> _Work instruction_
Hunt for the word "занятости" across the entries below, copying each line that holds it.

==== Input data ====

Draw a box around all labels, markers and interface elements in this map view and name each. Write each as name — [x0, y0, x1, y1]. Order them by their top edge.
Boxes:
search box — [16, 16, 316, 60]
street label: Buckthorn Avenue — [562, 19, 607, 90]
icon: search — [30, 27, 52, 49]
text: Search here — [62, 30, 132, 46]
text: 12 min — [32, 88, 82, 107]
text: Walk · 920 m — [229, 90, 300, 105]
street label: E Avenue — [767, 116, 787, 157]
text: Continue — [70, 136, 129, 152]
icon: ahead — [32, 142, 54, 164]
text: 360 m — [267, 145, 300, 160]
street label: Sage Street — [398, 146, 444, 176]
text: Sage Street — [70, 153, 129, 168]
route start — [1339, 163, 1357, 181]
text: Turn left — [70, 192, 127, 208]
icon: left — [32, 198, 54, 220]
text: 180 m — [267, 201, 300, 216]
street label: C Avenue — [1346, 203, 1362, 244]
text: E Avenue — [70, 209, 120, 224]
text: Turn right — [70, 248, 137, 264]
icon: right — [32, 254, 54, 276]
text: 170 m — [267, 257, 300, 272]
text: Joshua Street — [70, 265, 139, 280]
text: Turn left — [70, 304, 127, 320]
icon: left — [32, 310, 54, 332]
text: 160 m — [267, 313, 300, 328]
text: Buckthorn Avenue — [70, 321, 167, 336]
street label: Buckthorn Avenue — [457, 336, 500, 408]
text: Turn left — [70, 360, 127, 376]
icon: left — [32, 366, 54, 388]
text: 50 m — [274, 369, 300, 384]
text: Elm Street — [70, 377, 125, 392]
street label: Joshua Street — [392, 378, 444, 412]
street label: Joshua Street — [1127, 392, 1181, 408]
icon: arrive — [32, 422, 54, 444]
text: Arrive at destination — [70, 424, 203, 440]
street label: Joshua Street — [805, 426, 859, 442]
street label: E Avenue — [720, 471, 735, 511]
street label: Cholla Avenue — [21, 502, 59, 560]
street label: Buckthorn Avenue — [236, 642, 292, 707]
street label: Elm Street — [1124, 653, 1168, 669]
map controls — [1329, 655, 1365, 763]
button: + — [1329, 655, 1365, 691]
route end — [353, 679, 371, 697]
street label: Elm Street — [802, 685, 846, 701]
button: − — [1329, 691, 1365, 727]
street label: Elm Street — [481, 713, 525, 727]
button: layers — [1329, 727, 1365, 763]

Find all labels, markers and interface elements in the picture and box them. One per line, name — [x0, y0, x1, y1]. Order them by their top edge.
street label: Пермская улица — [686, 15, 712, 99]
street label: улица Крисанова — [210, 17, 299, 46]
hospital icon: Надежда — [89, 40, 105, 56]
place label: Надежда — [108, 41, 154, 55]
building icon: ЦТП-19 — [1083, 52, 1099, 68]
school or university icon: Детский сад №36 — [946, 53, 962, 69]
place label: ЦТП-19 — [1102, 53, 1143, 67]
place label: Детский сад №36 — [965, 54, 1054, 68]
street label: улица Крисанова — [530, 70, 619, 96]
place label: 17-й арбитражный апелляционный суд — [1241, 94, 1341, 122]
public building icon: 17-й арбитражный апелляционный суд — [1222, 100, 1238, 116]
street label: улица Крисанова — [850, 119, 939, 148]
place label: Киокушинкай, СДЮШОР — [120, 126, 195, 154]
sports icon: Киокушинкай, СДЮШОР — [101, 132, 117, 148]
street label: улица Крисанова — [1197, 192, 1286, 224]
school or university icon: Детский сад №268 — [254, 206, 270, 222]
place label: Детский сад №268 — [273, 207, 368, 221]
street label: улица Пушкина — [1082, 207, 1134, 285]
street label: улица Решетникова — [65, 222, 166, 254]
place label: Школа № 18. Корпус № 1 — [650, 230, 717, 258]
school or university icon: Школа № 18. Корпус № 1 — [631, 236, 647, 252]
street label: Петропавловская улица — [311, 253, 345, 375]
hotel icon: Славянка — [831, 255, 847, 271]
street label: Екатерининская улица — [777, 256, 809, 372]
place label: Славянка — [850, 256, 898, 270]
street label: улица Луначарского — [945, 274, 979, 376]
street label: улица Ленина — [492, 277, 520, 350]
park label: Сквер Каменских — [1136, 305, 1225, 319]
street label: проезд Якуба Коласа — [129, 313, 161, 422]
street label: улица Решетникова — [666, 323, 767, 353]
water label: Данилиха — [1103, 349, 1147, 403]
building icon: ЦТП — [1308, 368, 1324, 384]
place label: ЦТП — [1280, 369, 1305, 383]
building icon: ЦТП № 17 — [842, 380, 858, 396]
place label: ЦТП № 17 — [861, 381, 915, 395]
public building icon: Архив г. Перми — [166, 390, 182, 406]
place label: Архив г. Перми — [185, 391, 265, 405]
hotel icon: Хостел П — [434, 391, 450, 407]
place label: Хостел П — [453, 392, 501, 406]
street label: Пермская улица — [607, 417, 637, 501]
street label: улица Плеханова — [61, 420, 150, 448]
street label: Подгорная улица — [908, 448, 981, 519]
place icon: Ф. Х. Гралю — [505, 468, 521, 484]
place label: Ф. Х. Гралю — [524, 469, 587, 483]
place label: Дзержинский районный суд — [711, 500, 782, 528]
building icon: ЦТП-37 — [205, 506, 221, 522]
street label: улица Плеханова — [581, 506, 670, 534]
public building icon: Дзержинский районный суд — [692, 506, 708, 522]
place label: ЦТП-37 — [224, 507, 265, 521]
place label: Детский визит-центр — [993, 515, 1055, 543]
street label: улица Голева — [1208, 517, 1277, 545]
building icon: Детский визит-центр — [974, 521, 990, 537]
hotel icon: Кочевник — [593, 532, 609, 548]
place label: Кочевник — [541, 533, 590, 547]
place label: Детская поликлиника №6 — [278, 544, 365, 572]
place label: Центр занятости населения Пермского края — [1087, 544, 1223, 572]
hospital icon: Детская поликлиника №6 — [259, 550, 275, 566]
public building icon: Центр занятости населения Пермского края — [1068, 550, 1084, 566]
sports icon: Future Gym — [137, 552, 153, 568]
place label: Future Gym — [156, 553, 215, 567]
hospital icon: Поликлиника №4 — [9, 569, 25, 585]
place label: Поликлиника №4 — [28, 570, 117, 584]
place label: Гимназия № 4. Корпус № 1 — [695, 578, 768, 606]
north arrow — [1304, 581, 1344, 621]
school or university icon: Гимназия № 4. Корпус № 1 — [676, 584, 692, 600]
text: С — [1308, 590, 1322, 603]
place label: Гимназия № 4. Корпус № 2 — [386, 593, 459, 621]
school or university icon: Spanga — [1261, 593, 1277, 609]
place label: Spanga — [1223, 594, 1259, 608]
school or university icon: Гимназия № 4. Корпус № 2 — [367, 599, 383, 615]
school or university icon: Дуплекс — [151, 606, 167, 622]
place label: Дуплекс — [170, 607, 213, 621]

====

> _Your solution_
place label: Центр занятости населения Пермского края — [1087, 544, 1223, 572]
public building icon: Центр занятости населения Пермского края — [1068, 550, 1084, 566]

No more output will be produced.